Lung cancer risk at low cumulative asbestos exposure: meta-regression of the exposure–response relationship

  • Sjoukje van der BijEmail author
  • Hendrik Koffijberg
  • Virissa Lenters
  • Lützen Portengen
  • Karel G. M. Moons
  • Dick Heederik
  • Roel C. H. Vermeulen
Review article

Abstract

Purpose

Existing estimated lung cancer risks per unit of asbestos exposure are mainly based on, and applicable to, high exposure levels. To assess the risk at low cumulative asbestos exposure, we provide new evidence by fitting flexible meta-regression models, a notably new and more robust method.

Methods

Studies were selected if lung cancer risk per cumulative asbestos exposure in at least two exposure categories was reported. From these studies (n = 19), we extracted 104 risk estimates over a cumulative exposure range of 0.11–4,710 f-y/ml. We fitted linear and natural spline meta-regression models to these risk estimates. A natural spline allows risks to vary nonlinearly with exposure, such that estimates at low exposure are less affected by estimates in the upper exposure categories.

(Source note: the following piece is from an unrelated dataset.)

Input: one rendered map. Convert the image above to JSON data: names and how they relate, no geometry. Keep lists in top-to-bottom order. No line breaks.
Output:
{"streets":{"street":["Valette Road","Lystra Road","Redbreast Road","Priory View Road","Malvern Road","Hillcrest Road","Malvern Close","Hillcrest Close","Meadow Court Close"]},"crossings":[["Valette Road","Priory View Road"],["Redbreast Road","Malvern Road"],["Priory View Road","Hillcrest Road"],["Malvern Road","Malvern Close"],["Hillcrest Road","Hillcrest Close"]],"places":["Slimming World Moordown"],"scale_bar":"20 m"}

Associated relative risks (RRs) were calculated for several low cumulative asbestos exposures.

Results

A natural spline model fitted our data best. With this model, the relative lung cancer risk for cumulative exposure levels of 4 and 40 f-y/ml was estimated between 1.013 and 1.027, and 1.13 and 1.30, respectively. After stratification by fiber type, a non-significant three- to fourfold difference in RRs between chrysotile and amphibole fibers was found for exposures below 40 f-y/ml. Fiber-type-specific risk estimates were strongly influenced by a few studies.

Conclusions

The natural spline regression model indicates that at lower asbestos exposure levels, the increase in RR of lung cancer due to asbestos exposure may be larger than expected from previous meta-analyses. Observed potency differences between different fiber types are lower than the generally held consensus. Low-exposed industrial or population-based cohorts with quantitative estimates of asbestos exposure a required to substantiate the risk estimates at low exposure levels from our new, flexible meta-regression.

Keywords

Amphiboles Asbestos Chrysotile Exposure Lung cancer Meta-analysis 

Notes

Acknowledgments

This study was supported by the Institute for Asbestos Victims, The Netherlands.

Conflict of interest

The authors declare that they have no conflict of interest.

Supplementary material

10552_2012_107_MOESM1_ESM.doc (123 kb)
Supplementary material 1 (DOC 123 kb)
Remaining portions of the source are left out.